During a media presentation of the new rules, the pope’s point man on the anti-abuse effort, Archbishop Charles Scicluna of Malta, told a major Italian broadcast network that he would actually invite laity to rise up and hold bishops accountable if they again fail to act.

“I would ask the people of God to help the pope,” Scicluna said.

Perhaps Francis is simply running out of patience with the Italian hierarchy. Its perceived lethargy may be especially frustrating for this pope in particular, given that his own family hails from the northern Italian region of Piedmont.

For Americans, there’s a deeply intriguing coda to all this. Neither the annulment reform nor the new anti-abuse rules contained in Vos Estis Lux Mundi seem likely to have much impact in the United States, largely because the American Church had already done most of what they mandated decades ago. 

The Church in the U.S. adopted a streamlined annulment process after the Second Vatican Council (1962-65), which for decades led to perceptions of the U.S. Church as an “annulment factory,” each year granting around two-thirds of all the annulments in the Catholic world.

Similarly, the U.S. Church created clear reporting mechanisms for abuse cases in the wake of the 2002 “Dallas Charter,” as well as strong procedures for investigating and prosecuting allegations if verified. 
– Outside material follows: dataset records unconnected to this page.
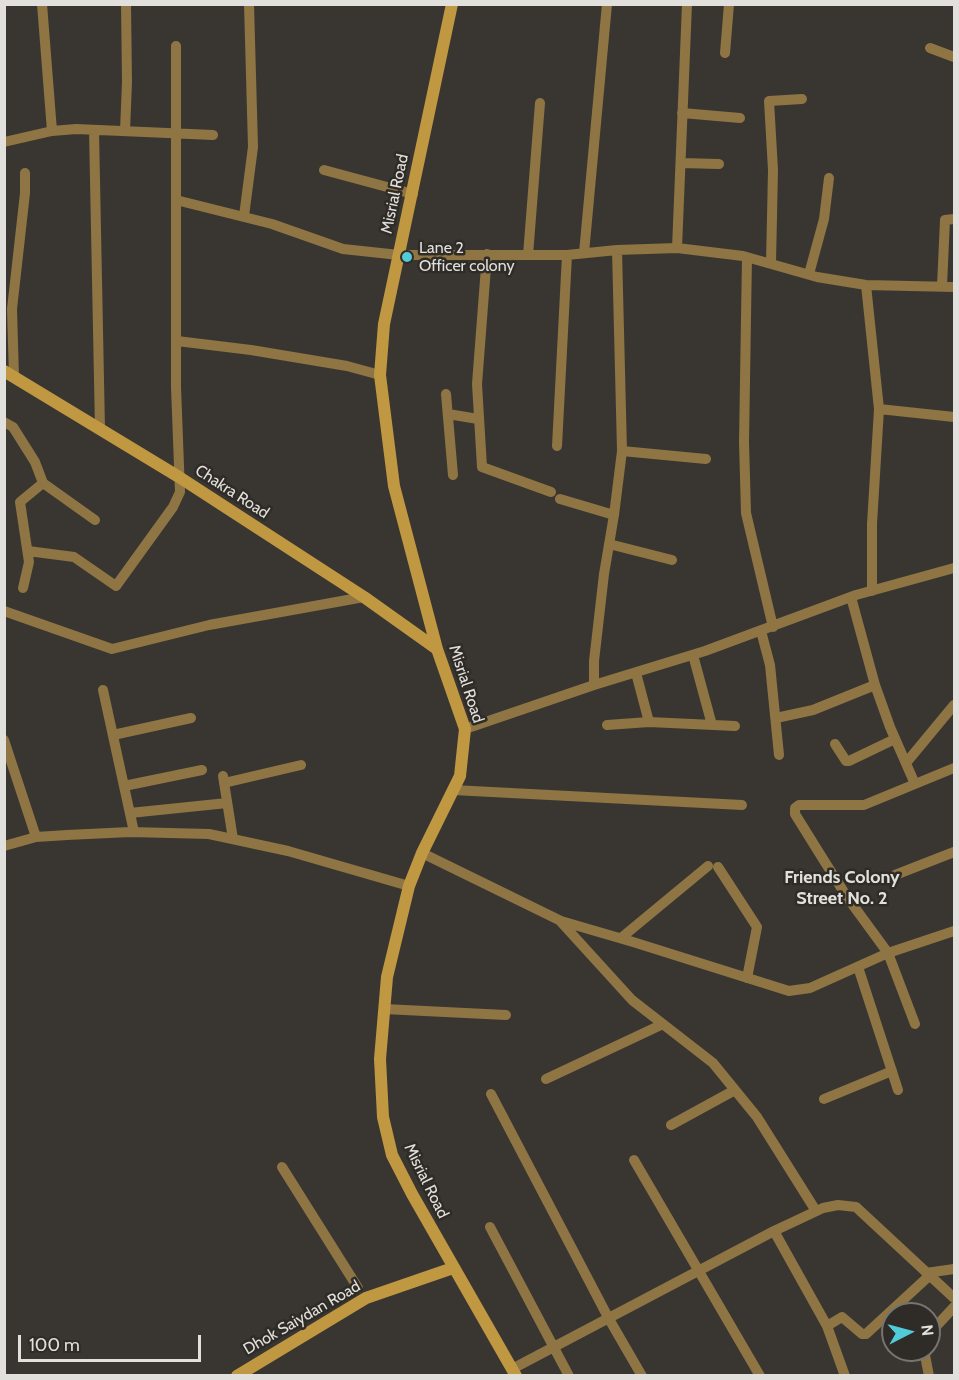 <!DOCTYPE html>
<html>
<head>
<meta charset="utf-8">
<style>
  body { margin:0 }
  #map { position:relative; width:959px; height:1380px; overflow:hidden; background:#393631; font-family:Cabin,sans-serif }
  canvas { display:block }
  .frame { position:absolute; inset:0; border:6px solid #e2e0dc; pointer-events:none }
  .north { position:absolute; left:881px; top:1302px; width:60px; height:60px; box-sizing:border-box; background:#2f2c27; border:2px solid #77746f; border-radius:50%; rotate:84deg; font-size:16px; font-weight:700; line-height:24px; text-align:center; color:#e2e0dc }
  .north::after { content:''; display:block; margin:auto; width:21px; height:27px; background:#52cbd8; clip-path:polygon(50% 0,100% 100%,50% 72%,0 100%) }
  .scale { position:absolute; left:18px; top:1335px; width:183px; height:27px; box-sizing:border-box; border:3px solid #e2e0dc; border-top:0; padding-left:8px; font-size:18px; line-height:21px; white-space:nowrap; color:#e2e0dc; -webkit-text-stroke:4px #2f2c27; paint-order:stroke }
</style>
</head>
<body>
<div id="map">
<canvas width="959" height="1380"></canvas>
<div class="frame"></div>
<div class="north">N</div>
<div class="scale">100 m</div>
</div>
<script>
const c = document.querySelector('canvas').getContext('2d');
c.lineJoin = 'round';
function poly(rows) {
  const path = new Path2D();
  for (const r of rows) {
    path.moveTo(r[0], r[1]);
    for (let i = 2; i < r.length; i += 2) path.lineTo(r[i], r[i + 1]);
  }
  return path;
}
function strokePath(path, color, width, dash) {
  c.strokeStyle = color;
  c.lineWidth = width;
  c.lineCap = dash ? 'butt' : 'round';
  c.setLineDash(dash || []);
  c.stroke(path);
}
function label(font, color, halo, rows, align = 'center') {
  c.font = font + ' Cabin,sans-serif';
  c.lineWidth = 5;
  c.setLineDash([]);
  c.textBaseline = 'middle';
  c.strokeStyle = halo;
  c.fillStyle = color;
  for (const [text, x, y, turn = 0] of rows) {
    c.save();
    c.translate(x, y);
    c.rotate((+turn || 0) * Math.PI / 180);
    c.textAlign = isNaN(turn) ? turn : align;
    if (halo) c.strokeText(text, 0, 0);
    c.fillText(text, 0, 0);
    c.restore();
  }
}
const street = poly([
  [42,4,52,131],
  [930,48,954,57],
  [725,53,729,4],
  [682,113,740,118],
  [94,130,100,429],
  [125,131,127,82,126,4],
  [4,142,52,131,76,129,213,135],
  [681,163,719,164],
  [324,170,413,194],
  [176,200,272,224,343,249,399,255,567,255,617,250,677,248,743,256,817,277,866,285,954,287],
  [244,216,253,147,249,4],
  [677,248,687,4],
  [584,253,607,4],
  [487,254,477,384,482,467,551,492],
  [528,255,540,103],
  [747,257,744,442,746,513,773,627],
  [771,263,773,170,769,101,802,99],
  [809,274,824,219,829,178],
  [866,285,879,409,872,524,872,591],
  [942,286,945,220,954,219],
  [177,341,251,350,347,366,380,375],
  [14,377,12,309,25,193,25,173],
  [446,394,453,475],
  [879,409,954,417],
  [448,414,478,419],
  [4,422,13,427,35,462,43,483,95,520],
  [557,446,567,255],
  [622,451,706,459],
  [560,499,614,515],
  [609,544,672,560],
  [28,551,74,557,116,586,173,507,180,492,176,387,176,46],
  [23,588,29,562,20,502,43,483],
  [851,597,875,685,890,727,915,784],
  [4,611,112,649,209,625,364,597],
  [761,631,770,665,779,755],
  [693,655,712,725],
  [636,673,649,722],
  [594,685,594,661,604,574,614,515,622,451,617,250],
  [103,690,134,832],
  [776,718,813,710,875,685],
  [607,725,649,722,735,726],
  [465,729,594,685,705,651,856,595,954,568],
  [113,735,191,718],
  [4,740,36,837],
  [835,744,846,761,849,761,895,739],
  [906,763,954,705],
  [223,776,233,839],
  [224,783,301,765],
  [124,786,202,770],
  [453,790,742,805],
  [130,813,227,803],
  [4,846,36,837,67,835,130,832,209,834,288,851,409,886],
  [422,853,561,921,633,942,789,991,810,988,888,953,954,931],
  [718,867,757,927,747,978],
  [895,875,954,852],
  [561,922,632,1000,713,1063,757,1117,816,1211],
  [621,938,708,866],
  [858,967,898,1090],
  [384,1009,506,1015],
  [915,1024,888,953,847,897,823,859,795,814,795,808,799,805,864,805,954,768],
  [546,1079,663,1024],
  [491,1094,609,1319,642,1376],
  [824,1099,892,1071],
  [671,1125,735,1090],
  [634,1160,760,1376],
  [282,1167,358,1288],
  [490,1227,569,1376],
  [774,1231,827,1326,845,1376],
  [926,1273,954,1269],
  [827,1326,842,1317,862,1334,866,1334,929,1276],
  [929,1334,954,1307],
  [924,1350,929,1376],
  [512,1369,774,1231,823,1208,838,1205,856,1207,954,1298]
]);
const secondary = poly([
  [452,4,384,324,380,375,394,486,437,649,465,729,460,776,422,853,409,886,387,977,380,1059,383,1117,392,1155,412,1194,516,1376],
  [4,371,179,477,364,597,437,649],
  [237,1376,366,1298,453,1268]
]);
const markers = [
  [407,257,6,"#52cbd8"]
];
const streetNames = [
  ["Misrial Road",395,194,-78],
  ["Chakra Road",232,492,33],
  ["Misrial Road",466,684,72],
  ["Misrial Road",426,1181,64],
  ["Dhok Saiydan Road",302,1318,-30]
];
const poiNames = [
  ["Lane 2",419,248],
  ["Officer colony",419,266]
];
const neighbourhoodNames = [
  ["Friends Colony",842,878],
  ["Street No. 2",842,899]
];
strokePath(street, '#8e7543', 10);
strokePath(secondary, '#c09841', 12);
for (const [x, y, r, color] of markers) {
  const dot = new Path2D();
  dot.arc(x, y, r, 0, 2 * Math.PI);
  c.fillStyle = color;
  c.fill(dot);
  strokePath(dot, '#2f2c27', 2);
}
label('16px', '#e2e0dc', '#2f2c27', streetNames);
label('16px', '#e2e0dc', '#2f2c27', poiNames, 'left');
label('bold 18px', '#e2e0dc', '#2f2c27', neighbourhoodNames);
</script>
</body>
</html>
At the beginning, those reforms, too, drew criticism from other parts of the Church, including many in the Vatican, who saw them as an example of the American penchant for litigiousness and “cowboy justice.”

Here’s the irony: From the beginning, observers, rightly, have taken Francis as deeply ambivalent about the United States due to his strong rhetoric on capitalism and militarism and many other factors.

Anyone who’s spent time around Francis and his team understands the distaste with which certain aspects of American culture are regarded — for instance, a supposed “ecumenism of hate” in the U.S. between conservative Evangelicals and Catholics denounced in a celebrated 2017 article by a couple of the pope’s closest advisers.

Yet in at least these two areas, annulments and clergy abuse, Francis basically has ratified and universalized the American approach. If nothing else, perhaps that shows this pope’s alleged “anti-Americanism” isn’t quite as inflexible as some may be tempted to think.